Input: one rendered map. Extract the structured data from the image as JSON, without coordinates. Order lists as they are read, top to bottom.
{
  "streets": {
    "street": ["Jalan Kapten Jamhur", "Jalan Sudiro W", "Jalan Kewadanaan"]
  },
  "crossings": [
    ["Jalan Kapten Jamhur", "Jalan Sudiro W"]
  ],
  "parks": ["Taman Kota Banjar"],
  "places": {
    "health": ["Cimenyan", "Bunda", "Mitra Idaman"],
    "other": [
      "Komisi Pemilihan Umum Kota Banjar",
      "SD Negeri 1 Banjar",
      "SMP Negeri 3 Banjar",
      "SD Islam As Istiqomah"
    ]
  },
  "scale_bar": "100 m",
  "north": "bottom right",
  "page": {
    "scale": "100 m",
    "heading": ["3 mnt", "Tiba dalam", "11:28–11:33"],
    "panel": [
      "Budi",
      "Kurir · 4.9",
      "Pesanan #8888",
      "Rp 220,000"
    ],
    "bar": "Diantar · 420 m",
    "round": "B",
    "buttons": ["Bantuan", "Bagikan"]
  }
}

=== Prompt ===
Your task is to reproduce all the data exactly as shown.

=== Answer box ===
Input: one rendered map. Extract the structured data from the image as JSON, without coordinates. Order lists as they are read, top to bottom.
{
  "streets": {
    "street": ["Jalan Kapten Jamhur", "Jalan Sudiro W", "Jalan Kewadanaan"]
  },
  "crossings": [
    ["Jalan Kapten Jamhur", "Jalan Sudiro W"]
  ],
  "parks": ["Taman Kota Banjar"],
  "places": {
    "health": ["Cimenyan", "Bunda", "Mitra Idaman"],
    "other": [
      "Komisi Pemilihan Umum Kota Banjar",
      "SD Negeri 1 Banjar",
      "SMP Negeri 3 Banjar",
      "SD Islam As Istiqomah"
    ]
  },
  "scale_bar": "100 m",
  "north": "bottom right",
  "page": {
    "scale": "100 m",
    "heading": ["3 mnt", "Tiba dalam", "11:28–11:33"],
    "panel": [
      "Budi",
      "Kurir · 4.9",
      "Pesanan #8888",
      "Rp 220,000"
    ],
    "bar": "Diantar · 420 m",
    "round": "B",
    "buttons": ["Bantuan", "Bagikan"]
  }
}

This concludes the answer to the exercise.